CAUTION!!! NEVER hang mistletoe where children or animals might swallow fallen berries or leaves. The leaves can cause convulsions in children and animals and the berries are POISONOUS!
- Rowan – The bark can be used in treating diarrhea and as a vaginal douche. It can also be tinctured in alcohol for eight days to treat fevers. The berries are very high in Vitamin C and are useful for sore throats and tonsillitis. The Welsh make an ale from rowan berries. Rowan is primarily an herb of protection and healing. The leaf and berry are used in incense to increase psychic powers.
- Rue – An infusion benefits coughs, cramps and colic. The leaves are used in poultices and salves to relieve sciatica, gout and rheumatic pains. Eaten in a salad (one or two leaves ONLY!), it helps clear the eyesight. The fresh juice can be mixed with honey, as a preservative, and applied to the eyes (one drop, two or three times a day) to sharpen vision and relieve strained eyes. Mixed with water, the honey-rue combination can be used as a gargle or the for colds, flu and stomach disorders. Use only one teaspoon of the fresh juice over a period of 24 hours. Rue is a powerful herb of purification. Rue water is sprinkled around a ritual site, or a branch of rue is used to sprinkle salt water. Rue brings protection and clears negativity.
CAUTION!!! Some people may experience skin irritation when picking the fresh plant.
CAUTION!!! THIS IS A STRONG HERB! Use in small dosages only as
indicated. An overdose will lead to severe vomiting!
- St. John’s Wort – Used for lung problems, bladder complaints, diarrhea, dysentery, depression, hemorrhages and jaundice. The oil is excellent for massages, as it affects the spine directly. A poultice of St. John’s Wort helps vericose veins, mild burns, inflammations, neuralgia and rheumatism. The Welsh call this plant “Leaf of the Blessed”. It was understood to be the ideal combination of fire and water-the ultimate healing essence. Fire symbolized the fruitful light-filled forces of Summer and water the gathering and settling forces of the dark season. When you give this plant to someone who is sick, you are re-membering the God-putting back the pieces of his body that have been scattered. The mere scent of this plant causes evil spirits to fly away. It is used to keep madness at bay and to keep all evil forces from the home.

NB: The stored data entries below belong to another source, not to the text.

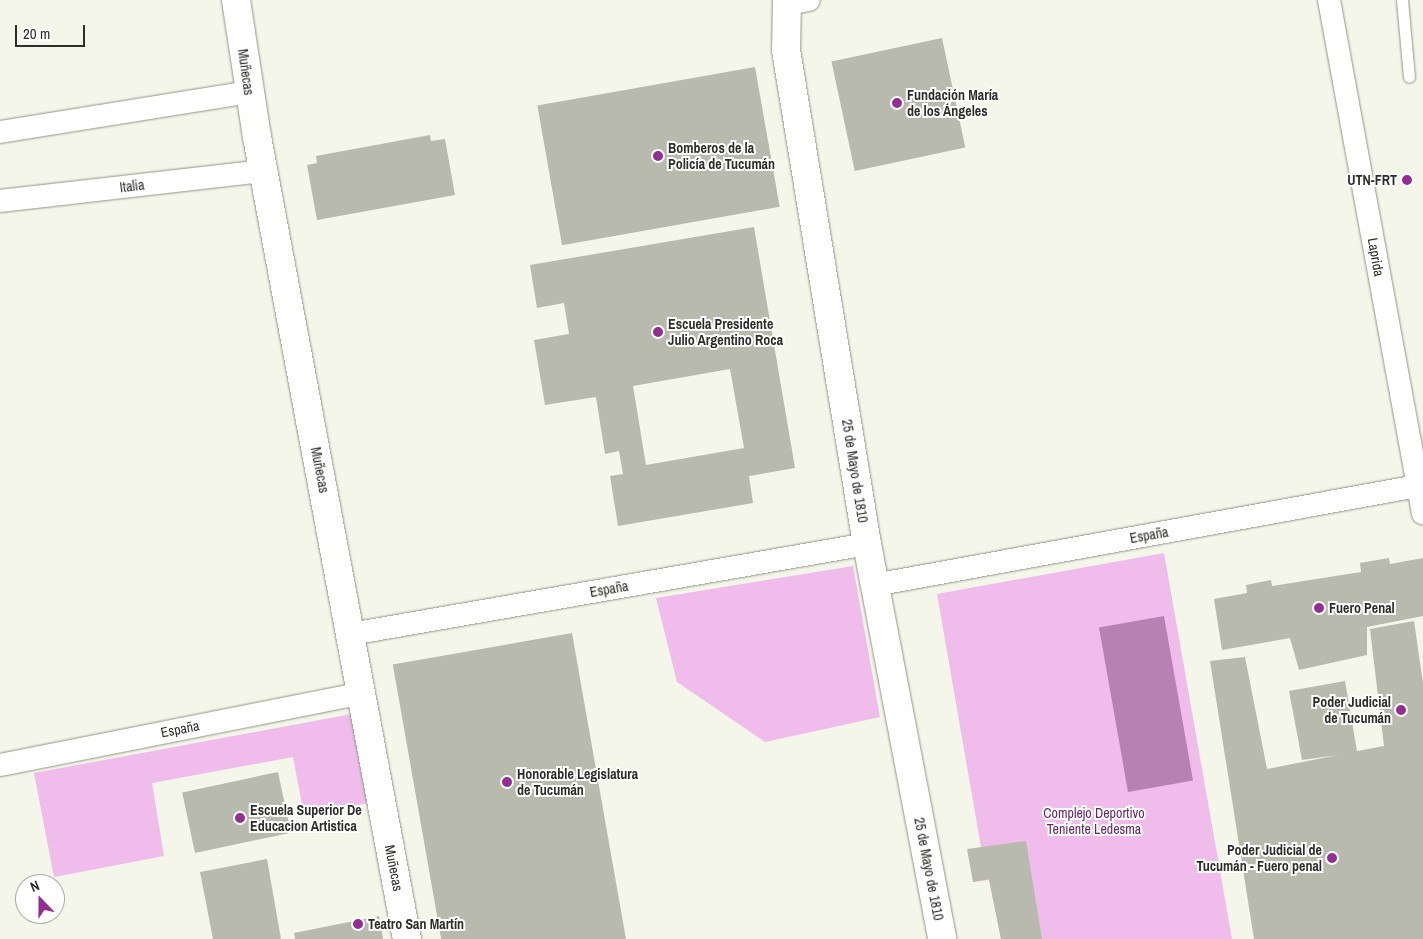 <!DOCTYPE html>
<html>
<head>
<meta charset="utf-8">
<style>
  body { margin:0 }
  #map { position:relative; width:1423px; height:939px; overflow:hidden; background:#f3f6e8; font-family:"Archivo Narrow",sans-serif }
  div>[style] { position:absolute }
  .green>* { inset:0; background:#efbceb }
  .water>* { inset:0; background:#b782b3; transform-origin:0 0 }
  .building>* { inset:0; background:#b7baad; transform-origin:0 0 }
  .roads { filter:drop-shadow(0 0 1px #929588) drop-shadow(0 0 1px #929588) }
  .service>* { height:11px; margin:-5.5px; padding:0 5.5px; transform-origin:5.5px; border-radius:5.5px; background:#fff }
  .minor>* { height:22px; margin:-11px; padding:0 11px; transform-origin:11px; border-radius:11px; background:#fff }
  .tertiary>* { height:28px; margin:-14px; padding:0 14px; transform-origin:14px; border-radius:14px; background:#fff }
  .dots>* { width:14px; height:14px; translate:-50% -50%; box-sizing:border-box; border:2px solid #fff; border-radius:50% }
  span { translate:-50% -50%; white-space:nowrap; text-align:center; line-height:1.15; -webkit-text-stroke:4px #fff; paint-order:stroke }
  .street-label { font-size:14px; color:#2d2e29 }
  .poi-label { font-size:14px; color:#2d2e29; font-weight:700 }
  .left { translate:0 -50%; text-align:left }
  .right { translate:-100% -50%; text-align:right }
  .park-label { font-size:14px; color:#672865 }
  .north { position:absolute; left:15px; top:874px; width:50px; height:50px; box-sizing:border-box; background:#fff; border:1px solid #ababa9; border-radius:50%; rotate:338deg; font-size:14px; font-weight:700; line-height:20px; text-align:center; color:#2d2e29 }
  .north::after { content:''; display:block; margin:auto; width:18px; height:22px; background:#952e93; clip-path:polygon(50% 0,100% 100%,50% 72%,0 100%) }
  .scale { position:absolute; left:15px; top:25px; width:70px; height:22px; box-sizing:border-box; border:2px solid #2d2e29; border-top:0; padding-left:6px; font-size:15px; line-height:18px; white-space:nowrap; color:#2d2e29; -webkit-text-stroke:4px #fff; paint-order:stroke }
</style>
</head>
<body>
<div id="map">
  <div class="green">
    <i style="clip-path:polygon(1164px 553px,1232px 939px,1001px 939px,989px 880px,973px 882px,981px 847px,937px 594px)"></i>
    <i style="clip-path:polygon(853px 566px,880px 717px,765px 742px,677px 682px,656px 598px)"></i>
    <i style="clip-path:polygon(352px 714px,369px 803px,304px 815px,293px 757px,152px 783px,164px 856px,54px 877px,34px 773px)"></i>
  </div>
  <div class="water">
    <i style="left:1164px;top:616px;width:167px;height:66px;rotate:80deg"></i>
  </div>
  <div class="building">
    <i style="left:942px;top:38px;width:112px;height:113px;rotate:78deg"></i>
    <i style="left:755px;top:67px;width:142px;height:221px;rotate:80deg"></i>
    <i style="clip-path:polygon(430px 135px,431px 141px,445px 139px,455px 195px,317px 220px,307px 165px,317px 163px,316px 156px)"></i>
    <i style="clip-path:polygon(evenodd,754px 227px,795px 468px,749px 476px,753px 503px,618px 526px,610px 476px,623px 474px,619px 451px,605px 454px,596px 397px,545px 405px,534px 340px,569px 334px,564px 303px,537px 308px,530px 265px,754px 227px,730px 369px,744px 448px,646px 465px,633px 386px,730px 369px)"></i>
    <i style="clip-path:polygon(1389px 558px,1390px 564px,1423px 558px,1423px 616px,1367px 627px,1367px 655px,1299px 670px,1290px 638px,1222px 650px,1214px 599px,1247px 593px,1246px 585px,1271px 580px,1272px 586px,1361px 572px,1360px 563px)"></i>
    <i style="clip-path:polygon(1414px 621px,1423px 683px,1423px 939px,1254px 939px,1210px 661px,1245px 657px,1267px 769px,1338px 755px,1302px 760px,1289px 691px,1345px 681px,1357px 751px,1384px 746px,1370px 629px)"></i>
    <i style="left:572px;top:633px;width:311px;height:182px;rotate:80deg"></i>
    <i style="left:278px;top:772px;width:62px;height:98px;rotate:78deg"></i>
    <i style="clip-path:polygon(1026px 841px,1042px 939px,1001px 939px,989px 879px,973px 882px,967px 849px)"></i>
    <i style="clip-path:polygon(267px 859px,281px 939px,213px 939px,200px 872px)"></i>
    <i style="clip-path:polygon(379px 916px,383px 939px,295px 939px,294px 933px)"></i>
  </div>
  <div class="roads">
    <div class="service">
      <i style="left:1402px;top:0;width:77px;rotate:84.8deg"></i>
    </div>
    <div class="minor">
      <i style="left:1329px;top:0;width:522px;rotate:79.62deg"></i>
      <i style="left:788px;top:4px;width:21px;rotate:-11deg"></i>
      <i style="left:0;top:132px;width:252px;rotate:-9.1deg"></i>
      <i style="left:0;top:201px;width:266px;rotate:-6.5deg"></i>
      <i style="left:874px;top:585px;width:558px;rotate:-10.32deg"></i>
      <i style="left:351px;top:634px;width:524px;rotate:-9.89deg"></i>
      <i style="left:0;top:765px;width:367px;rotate:-11.2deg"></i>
    </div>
    <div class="tertiary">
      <i style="left:236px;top:0;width:139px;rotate:81.3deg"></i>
      <i style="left:257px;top:137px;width:816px;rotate:79.41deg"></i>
      <i style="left:787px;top:0;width:50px;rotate:91.1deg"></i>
      <i style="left:786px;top:50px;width:501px;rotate:80.69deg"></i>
      <i style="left:867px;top:544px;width:402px;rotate:79.2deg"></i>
    </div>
  </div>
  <div class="dots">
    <i style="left:897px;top:103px;background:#952e93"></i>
    <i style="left:658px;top:156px;background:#952e93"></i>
    <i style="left:1407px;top:180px;background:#952e93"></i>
    <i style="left:658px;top:332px;background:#952e93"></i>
    <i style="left:1319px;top:608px;background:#952e93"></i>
    <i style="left:1401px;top:710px;background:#952e93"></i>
    <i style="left:507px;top:782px;background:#952e93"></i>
    <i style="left:240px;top:818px;background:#952e93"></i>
    <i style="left:1332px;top:858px;background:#952e93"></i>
    <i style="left:358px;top:924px;background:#952e93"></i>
  </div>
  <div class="street-label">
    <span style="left:246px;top:72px;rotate:82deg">Muñecas</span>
    <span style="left:132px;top:186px;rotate:-7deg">Italia</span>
    <span style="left:1376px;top:257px;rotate:80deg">Laprida</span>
    <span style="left:320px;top:470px;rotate:79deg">Muñecas</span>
    <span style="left:855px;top:471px;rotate:81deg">25 de Mayo de 1810</span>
    <span style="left:1149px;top:535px;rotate:-10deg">España</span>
    <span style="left:609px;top:589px;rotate:-10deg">España</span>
    <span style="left:180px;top:729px;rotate:-11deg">España</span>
    <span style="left:394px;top:868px;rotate:79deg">Muñecas</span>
    <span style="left:929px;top:869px;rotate:79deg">25 de Mayo de 1810</span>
  </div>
  <div class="poi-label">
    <span class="left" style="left:907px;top:103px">Fundación María<br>de los Ángeles</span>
    <span class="left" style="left:668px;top:156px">Bomberos de la<br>Policía de Tucumán</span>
    <span class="right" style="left:1397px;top:180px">UTN-FRT</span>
    <span class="left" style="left:668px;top:332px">Escuela Presidente<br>Julio Argentino Roca</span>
    <span class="left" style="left:1329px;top:608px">Fuero Penal</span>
    <span class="right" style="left:1391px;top:710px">Poder Judicial<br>de Tucumán</span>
    <span class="left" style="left:517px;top:782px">Honorable Legislatura<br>de Tucumán</span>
    <span class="left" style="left:250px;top:818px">Escuela Superior De<br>Educacion Artistica</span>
    <span class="right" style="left:1322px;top:858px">Poder Judicial de<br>Tucumán - Fuero penal</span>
    <span class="left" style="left:368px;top:924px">Teatro San Martín</span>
  </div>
  <div class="park-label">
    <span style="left:1094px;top:821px">Complejo Deportivo<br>Teniente Ledesma</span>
  </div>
  <div class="north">N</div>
  <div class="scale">20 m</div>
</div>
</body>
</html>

- Trefoil – There are several plants that, in earlier times, were called trefoil and they were all sacred to the Triple Goddess. Among these were oxalis (a type of sorrel), clover, and the shamrock. It is said that St. Patrick used the shamrock to demonstrate to the Irish people the three in one concept of the Christian Trinity, but, of course, they were already familiar with the idea! It is the clover that is the trefoil of the Midsummer fire. Most clover leaves have three heart-shaped sections, but there is the rare and lucky four-leafed clover that, like the foliage of St. John’s Wort or the seed pods of rue, are the four part radial symbols of the Sun Wheel. The four-leaf clover is collected as a lucky amulet: “One leaf for fame, one leaf for wealth, one leave for love and one leaf for health.”
- Vervain – A tea will benefit eczema and other skin eruptions, and is a kidney and liver cleanser. Jaundice, whooping cough and headaches fall under its realm of healing. It is used in poultices for ear infections, rheumatism and wounds. It soothes the nerves and is said to have aphrodisiac properties. It is a powerful lymphatic detoxifier and has a cleansing effect on the female organs. Vervain is a profoundly magical herb. Roman priests and priestesses used it as an altar plant-it was tied in bundles and used to ritually “sweep” and purify the altar. It is used in the bath as a protection from enchantments and to make dreams come true. To dispel fears, light a candle daily and surround it with vervain. Speak aloud a prayer to the Goddess asking release from your fear. Do this as long as necessary. It brings tranquil dreams and is used in the home to attract wealth and to keep plants healthy. Tucked into a child’s cradle, it is said to bring joy and a lively intellect.